One of your favorite authors has a book coming out, in a sub-series that hasn’t gone hardcover, so you preorder it months in advance and have it in your hot little hands ASAP.
You can’t help but notice as you compare it to another book in the shipment that it’s a little, ah… thin. Both books retail at the $6.99 price point, but one is two-thirds the size of the other.
You give the publisher the benefit of the doubt because they send you all these nice preview emails and you want to have happy thoughts about them, so maybe they figured out they could save paper and make a greater profit if they use a smaller font, and you’re totally supportive of saving a tree and the principles of capitalism, so you open the book to a random page, prepared to squint.
The font is HUGE and bordering on double spaced.
That bad feeling you were trying to stifle comes roaring to the fore. You flip to the end to check the page count: only 282 pages. Fuming ensues. What is this, frickin’ Harlequin Presents? And if that is the case, shouldn’t you be getting four books for this price?
Then you happen to notice the header toward the end is not the title of the book. You skim the page. It’s a story. Which you have already read. Online. For free.
You find the beginning of that story and check the number on the previous page: 248. So this “book” is almost 40 pages even shorter than the brevity that was already pissing you off.
It’s not a book.

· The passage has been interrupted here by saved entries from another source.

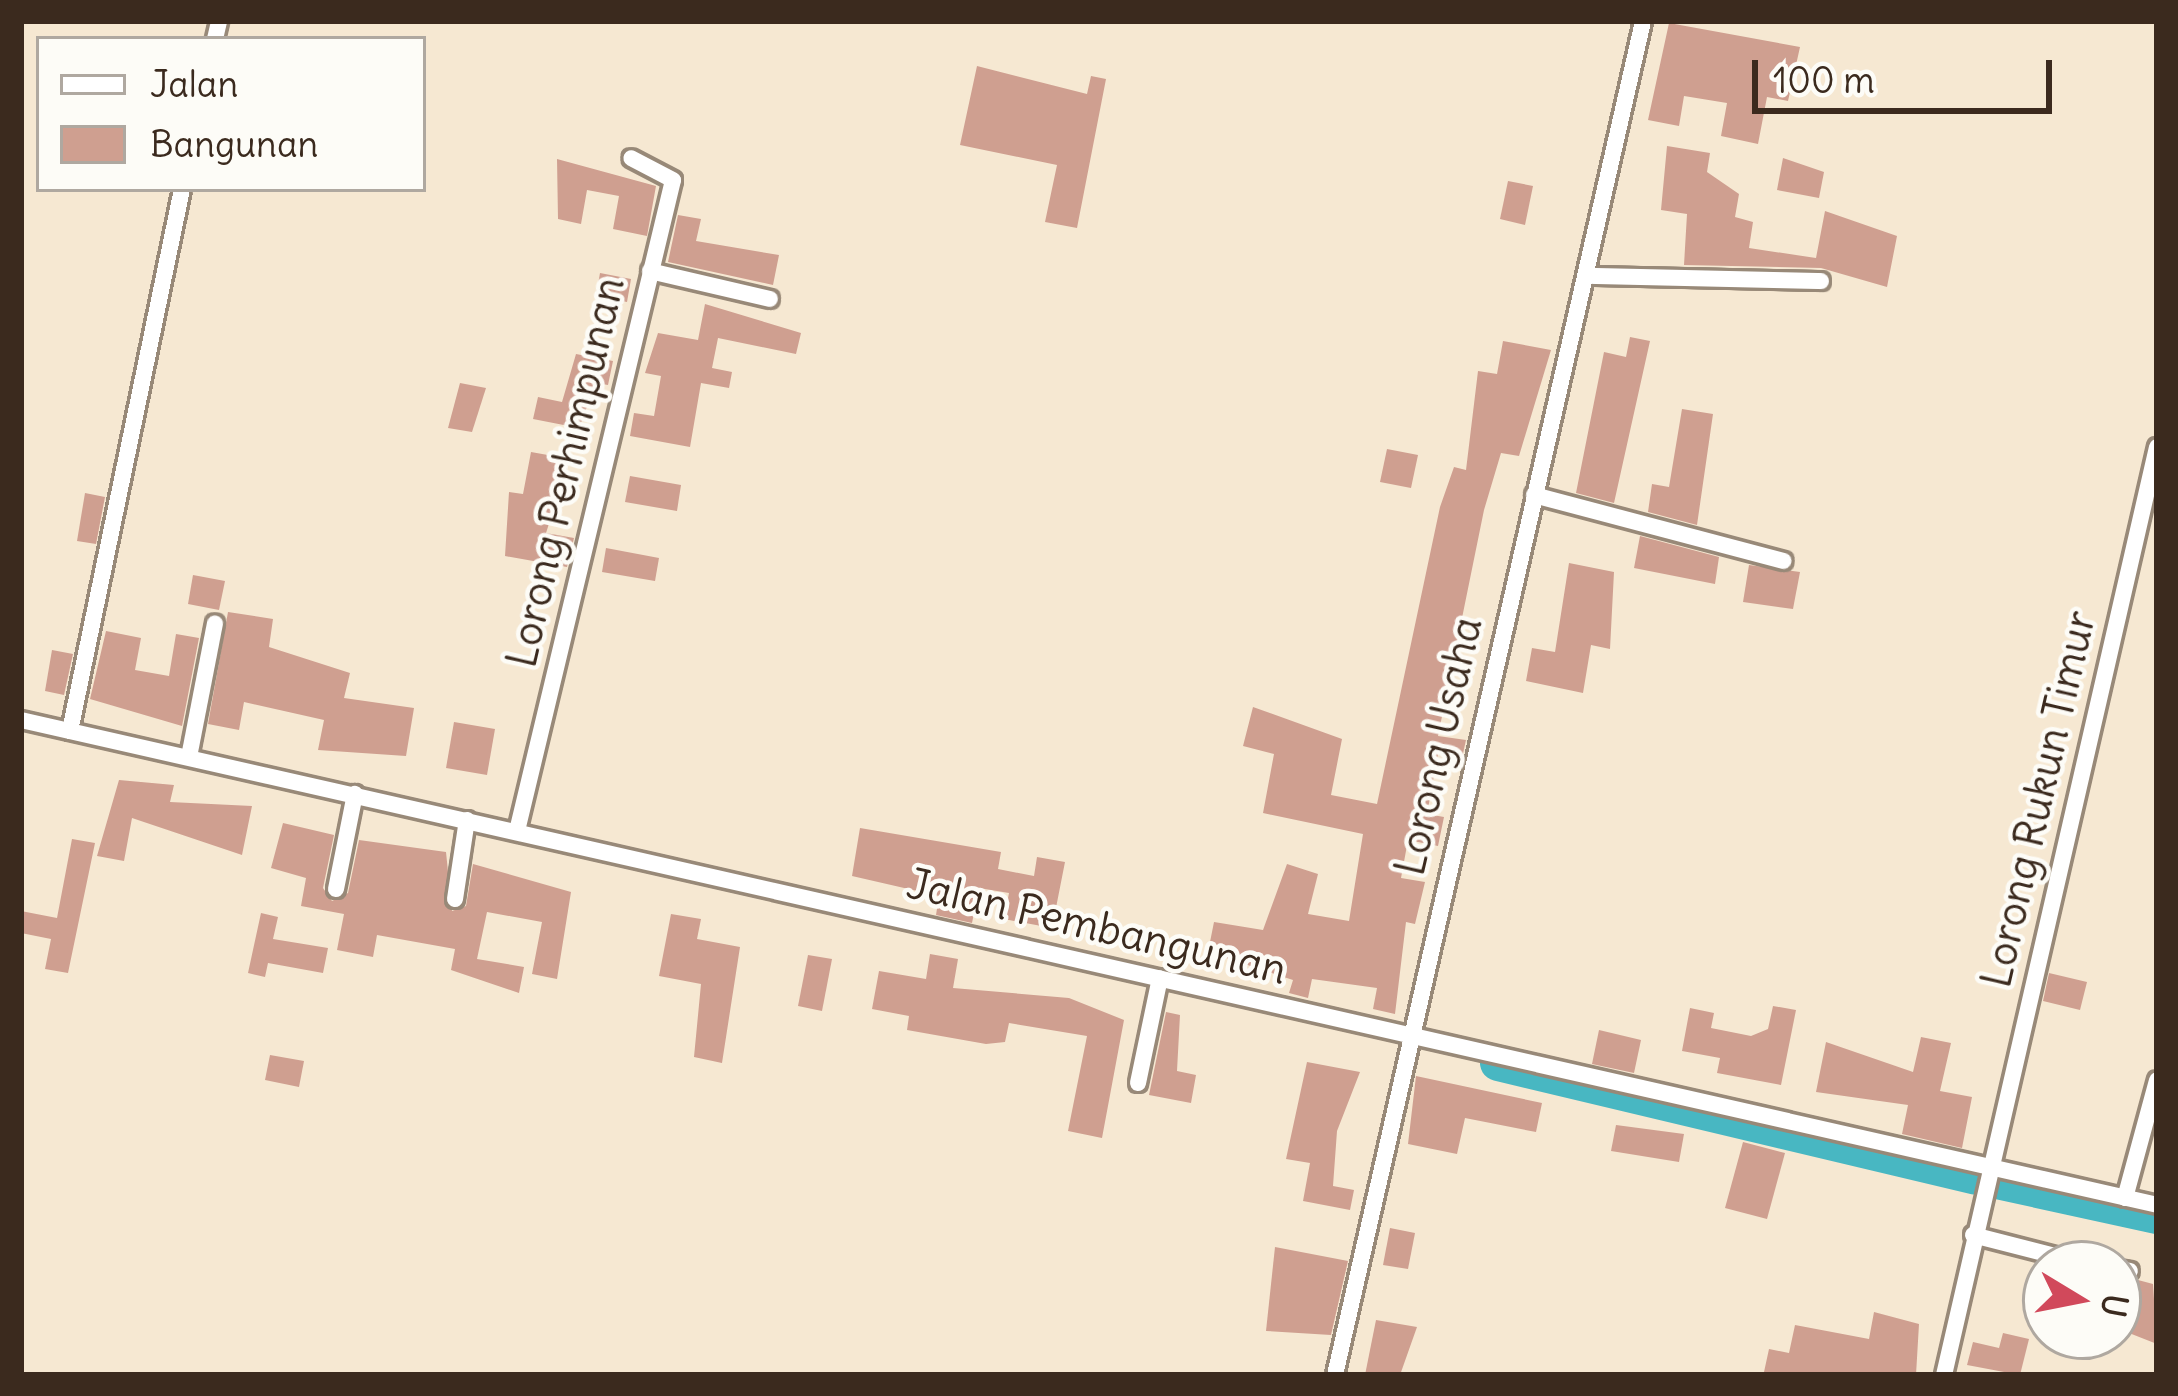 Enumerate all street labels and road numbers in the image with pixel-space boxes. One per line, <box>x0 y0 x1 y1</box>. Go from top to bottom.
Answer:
street label: Lorong Perhimpunan <box>496 272 634 672</box>
street label: Lorong Rukun Timur <box>1970 606 2106 992</box>
street label: Lorong Usaha <box>1384 612 1492 880</box>
street label: Jalan Pembangunan <box>902 858 1292 994</box>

It’s a frickin’ novella.
You have no problem with novellas per se, but for $6.99, there better be three of them bound together!
Or do one of those $2.99 things that were all the rage a couple years ago, which were basically just like this, only didn’t leave you researching how to make a voodoo doll for a publishing house because at $2.99, you didn’t feel so… what’s the word I’m looking for… oh yeah… assraped!
So you read the book that was 150 pages longer for the same price. And you read three other books from your TBR pile, all of which exceed 350 pages for their $6.99 cover price. You still haven’t read the book in question, and you’ve begun giving the evil eye to the publisher logo on the spine of every book, whereas you have never in the past paid any attention to that information and were baffled by readers who did because it’s all about the story, right?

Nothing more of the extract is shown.